- _Assignment_: Track down every line below that holds "stream" and copy it.

- _Stored data entries_:
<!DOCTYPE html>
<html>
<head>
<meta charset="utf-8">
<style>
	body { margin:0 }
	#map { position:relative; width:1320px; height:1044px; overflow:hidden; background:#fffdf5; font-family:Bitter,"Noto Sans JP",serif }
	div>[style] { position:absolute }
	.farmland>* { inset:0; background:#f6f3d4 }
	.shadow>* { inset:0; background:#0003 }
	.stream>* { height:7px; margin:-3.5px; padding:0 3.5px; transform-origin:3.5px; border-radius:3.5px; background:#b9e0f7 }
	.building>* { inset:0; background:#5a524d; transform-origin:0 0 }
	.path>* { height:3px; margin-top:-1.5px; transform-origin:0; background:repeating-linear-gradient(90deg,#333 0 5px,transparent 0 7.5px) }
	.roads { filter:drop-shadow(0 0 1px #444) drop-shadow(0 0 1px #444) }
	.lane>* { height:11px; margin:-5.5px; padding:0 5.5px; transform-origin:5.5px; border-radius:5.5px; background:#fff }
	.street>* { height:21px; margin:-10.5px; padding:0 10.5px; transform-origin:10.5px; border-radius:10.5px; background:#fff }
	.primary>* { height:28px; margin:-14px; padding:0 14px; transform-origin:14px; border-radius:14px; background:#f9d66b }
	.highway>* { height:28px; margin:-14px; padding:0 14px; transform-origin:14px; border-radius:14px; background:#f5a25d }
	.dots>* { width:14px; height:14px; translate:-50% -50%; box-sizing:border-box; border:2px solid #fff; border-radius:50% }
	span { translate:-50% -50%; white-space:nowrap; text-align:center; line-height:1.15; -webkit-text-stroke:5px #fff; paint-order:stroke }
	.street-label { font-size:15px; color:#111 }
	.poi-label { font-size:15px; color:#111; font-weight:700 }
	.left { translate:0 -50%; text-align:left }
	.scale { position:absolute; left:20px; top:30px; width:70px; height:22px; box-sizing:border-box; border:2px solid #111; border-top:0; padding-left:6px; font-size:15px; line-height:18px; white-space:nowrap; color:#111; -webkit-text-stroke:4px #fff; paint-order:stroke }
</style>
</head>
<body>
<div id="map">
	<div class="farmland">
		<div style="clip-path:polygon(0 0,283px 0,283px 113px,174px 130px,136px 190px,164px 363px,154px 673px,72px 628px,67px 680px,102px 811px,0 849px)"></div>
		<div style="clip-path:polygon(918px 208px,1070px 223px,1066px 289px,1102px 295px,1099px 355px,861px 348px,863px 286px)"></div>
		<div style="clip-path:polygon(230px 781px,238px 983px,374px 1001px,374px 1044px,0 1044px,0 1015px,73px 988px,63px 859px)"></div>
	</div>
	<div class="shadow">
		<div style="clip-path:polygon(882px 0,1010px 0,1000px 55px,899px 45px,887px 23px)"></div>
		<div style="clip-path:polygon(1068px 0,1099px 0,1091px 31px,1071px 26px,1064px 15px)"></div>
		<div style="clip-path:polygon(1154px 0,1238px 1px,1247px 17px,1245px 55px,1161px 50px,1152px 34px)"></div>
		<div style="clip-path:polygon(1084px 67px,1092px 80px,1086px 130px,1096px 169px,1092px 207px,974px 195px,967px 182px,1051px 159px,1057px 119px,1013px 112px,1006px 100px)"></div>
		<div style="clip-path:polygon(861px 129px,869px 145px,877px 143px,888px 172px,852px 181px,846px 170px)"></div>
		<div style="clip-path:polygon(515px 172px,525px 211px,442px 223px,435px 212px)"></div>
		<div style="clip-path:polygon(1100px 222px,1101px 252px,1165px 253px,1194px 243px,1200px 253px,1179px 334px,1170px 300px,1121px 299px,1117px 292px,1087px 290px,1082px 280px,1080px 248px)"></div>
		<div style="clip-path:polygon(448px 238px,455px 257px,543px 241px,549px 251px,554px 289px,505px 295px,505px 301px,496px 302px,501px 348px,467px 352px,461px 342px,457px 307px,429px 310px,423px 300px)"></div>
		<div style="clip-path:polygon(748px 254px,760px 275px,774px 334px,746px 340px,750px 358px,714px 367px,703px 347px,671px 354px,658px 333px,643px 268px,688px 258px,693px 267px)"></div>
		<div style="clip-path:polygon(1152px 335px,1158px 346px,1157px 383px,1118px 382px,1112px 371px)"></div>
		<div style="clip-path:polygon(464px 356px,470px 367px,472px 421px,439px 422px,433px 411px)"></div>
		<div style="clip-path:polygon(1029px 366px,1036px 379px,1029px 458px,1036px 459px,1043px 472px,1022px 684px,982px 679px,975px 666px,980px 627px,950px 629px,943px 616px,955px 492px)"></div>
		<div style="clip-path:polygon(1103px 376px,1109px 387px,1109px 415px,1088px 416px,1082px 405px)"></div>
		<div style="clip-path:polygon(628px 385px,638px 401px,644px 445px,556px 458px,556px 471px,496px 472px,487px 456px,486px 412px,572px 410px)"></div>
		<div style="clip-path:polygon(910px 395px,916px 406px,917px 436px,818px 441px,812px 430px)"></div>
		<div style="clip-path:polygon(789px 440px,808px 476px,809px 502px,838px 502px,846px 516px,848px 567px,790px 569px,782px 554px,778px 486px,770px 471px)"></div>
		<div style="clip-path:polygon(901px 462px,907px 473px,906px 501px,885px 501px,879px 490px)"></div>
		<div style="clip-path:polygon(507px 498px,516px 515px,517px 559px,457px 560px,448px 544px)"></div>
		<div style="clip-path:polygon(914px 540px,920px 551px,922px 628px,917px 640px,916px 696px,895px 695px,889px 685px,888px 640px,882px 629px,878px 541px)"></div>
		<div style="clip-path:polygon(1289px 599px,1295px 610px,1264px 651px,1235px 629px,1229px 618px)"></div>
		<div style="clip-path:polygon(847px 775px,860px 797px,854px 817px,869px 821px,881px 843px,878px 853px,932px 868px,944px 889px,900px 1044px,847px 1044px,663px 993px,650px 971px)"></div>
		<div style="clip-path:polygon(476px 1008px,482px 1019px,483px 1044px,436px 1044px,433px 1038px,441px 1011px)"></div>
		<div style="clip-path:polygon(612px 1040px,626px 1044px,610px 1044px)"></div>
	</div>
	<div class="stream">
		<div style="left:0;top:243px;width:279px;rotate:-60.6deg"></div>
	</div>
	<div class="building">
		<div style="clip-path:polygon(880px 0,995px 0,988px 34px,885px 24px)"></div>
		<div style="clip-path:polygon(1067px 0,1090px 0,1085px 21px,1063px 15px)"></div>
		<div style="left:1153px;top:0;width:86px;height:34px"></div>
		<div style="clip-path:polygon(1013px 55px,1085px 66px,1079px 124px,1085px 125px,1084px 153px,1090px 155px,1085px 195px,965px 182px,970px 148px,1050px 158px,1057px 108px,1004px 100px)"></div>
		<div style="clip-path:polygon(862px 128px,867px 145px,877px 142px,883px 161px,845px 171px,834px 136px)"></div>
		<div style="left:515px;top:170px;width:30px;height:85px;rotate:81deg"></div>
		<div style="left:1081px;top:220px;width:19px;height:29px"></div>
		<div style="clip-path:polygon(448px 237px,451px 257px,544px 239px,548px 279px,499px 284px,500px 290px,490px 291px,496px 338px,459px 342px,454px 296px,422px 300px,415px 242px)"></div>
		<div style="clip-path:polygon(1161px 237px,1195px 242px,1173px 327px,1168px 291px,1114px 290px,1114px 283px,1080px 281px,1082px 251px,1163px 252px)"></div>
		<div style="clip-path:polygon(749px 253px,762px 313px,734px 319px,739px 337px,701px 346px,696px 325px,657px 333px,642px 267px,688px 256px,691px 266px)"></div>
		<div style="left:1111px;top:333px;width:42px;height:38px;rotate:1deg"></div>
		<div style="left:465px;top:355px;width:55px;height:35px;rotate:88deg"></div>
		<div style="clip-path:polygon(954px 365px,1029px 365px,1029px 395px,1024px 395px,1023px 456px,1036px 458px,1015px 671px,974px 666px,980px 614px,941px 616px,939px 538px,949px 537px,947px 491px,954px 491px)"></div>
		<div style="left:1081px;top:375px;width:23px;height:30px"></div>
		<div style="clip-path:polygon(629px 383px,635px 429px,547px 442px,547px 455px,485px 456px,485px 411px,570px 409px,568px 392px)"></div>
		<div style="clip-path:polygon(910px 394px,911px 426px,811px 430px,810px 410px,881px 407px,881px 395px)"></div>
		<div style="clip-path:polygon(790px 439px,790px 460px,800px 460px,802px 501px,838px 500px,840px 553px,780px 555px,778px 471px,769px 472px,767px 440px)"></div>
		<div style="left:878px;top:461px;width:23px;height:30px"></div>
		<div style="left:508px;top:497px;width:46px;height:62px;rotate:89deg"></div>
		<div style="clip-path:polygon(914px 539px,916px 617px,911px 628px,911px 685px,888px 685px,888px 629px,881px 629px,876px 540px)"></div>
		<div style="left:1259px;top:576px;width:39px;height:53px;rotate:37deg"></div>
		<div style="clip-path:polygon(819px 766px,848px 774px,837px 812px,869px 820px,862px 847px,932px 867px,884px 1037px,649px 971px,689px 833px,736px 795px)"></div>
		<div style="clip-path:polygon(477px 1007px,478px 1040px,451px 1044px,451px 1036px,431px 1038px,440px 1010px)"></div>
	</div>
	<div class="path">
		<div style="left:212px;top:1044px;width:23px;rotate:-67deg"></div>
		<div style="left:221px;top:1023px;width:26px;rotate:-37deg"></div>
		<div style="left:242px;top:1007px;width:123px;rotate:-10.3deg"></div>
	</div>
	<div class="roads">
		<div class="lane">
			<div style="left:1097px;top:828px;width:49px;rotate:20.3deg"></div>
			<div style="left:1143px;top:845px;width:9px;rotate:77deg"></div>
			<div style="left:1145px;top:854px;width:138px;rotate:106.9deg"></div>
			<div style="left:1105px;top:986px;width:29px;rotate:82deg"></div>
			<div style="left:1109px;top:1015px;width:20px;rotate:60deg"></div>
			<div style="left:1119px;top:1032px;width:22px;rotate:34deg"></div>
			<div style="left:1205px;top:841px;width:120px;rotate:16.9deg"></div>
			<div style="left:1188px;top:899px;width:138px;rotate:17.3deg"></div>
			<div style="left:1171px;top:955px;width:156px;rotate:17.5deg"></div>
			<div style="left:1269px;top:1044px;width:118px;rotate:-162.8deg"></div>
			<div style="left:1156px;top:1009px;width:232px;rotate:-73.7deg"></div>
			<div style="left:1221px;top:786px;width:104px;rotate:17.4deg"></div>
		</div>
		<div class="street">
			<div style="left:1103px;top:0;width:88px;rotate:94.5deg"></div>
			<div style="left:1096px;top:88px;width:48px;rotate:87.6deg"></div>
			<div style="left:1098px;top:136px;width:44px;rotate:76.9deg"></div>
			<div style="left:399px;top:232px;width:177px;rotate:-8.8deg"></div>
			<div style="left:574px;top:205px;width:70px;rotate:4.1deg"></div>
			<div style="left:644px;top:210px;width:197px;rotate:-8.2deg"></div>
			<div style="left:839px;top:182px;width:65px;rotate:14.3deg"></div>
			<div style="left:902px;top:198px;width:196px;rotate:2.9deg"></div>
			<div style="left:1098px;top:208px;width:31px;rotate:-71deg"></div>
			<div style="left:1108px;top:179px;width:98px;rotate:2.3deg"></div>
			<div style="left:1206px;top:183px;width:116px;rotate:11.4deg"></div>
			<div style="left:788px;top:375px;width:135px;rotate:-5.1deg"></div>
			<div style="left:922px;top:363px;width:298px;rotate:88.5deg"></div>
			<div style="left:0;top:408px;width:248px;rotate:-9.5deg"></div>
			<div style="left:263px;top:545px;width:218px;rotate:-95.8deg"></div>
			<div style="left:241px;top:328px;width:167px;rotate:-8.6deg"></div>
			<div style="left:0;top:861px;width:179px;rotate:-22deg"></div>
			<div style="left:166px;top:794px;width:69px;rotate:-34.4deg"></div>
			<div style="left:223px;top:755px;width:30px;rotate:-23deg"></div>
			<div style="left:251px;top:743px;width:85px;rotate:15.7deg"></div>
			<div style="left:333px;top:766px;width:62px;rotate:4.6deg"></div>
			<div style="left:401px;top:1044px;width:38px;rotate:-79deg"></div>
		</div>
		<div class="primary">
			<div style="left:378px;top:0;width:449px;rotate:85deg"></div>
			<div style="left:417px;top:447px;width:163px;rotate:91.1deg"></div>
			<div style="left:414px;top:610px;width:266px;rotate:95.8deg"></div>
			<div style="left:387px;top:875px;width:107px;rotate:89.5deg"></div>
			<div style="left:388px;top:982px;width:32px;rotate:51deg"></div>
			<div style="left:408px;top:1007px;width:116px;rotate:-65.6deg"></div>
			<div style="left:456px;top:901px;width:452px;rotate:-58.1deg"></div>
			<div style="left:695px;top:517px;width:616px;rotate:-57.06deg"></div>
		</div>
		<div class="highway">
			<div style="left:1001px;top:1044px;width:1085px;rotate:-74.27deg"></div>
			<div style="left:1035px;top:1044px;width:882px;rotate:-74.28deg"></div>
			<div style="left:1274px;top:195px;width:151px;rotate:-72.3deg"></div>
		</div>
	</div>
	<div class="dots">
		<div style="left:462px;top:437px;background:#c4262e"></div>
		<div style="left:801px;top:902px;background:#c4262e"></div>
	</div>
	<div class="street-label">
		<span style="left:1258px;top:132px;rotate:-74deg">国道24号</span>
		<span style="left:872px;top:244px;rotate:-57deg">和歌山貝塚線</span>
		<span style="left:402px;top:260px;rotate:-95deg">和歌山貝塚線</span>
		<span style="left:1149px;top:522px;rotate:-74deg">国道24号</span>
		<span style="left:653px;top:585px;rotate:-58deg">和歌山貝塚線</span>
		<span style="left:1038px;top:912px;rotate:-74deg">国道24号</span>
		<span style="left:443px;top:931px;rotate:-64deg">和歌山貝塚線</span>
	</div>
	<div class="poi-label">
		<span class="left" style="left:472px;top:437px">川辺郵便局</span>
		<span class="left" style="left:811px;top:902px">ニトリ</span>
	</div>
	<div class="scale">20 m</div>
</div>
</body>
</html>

- _Finished task_:
	.stream>* { height:7px; margin:-3.5px; padding:0 3.5px; transform-origin:3.5px; border-radius:3.5px; background:#b9e0f7 }
	<div class="stream">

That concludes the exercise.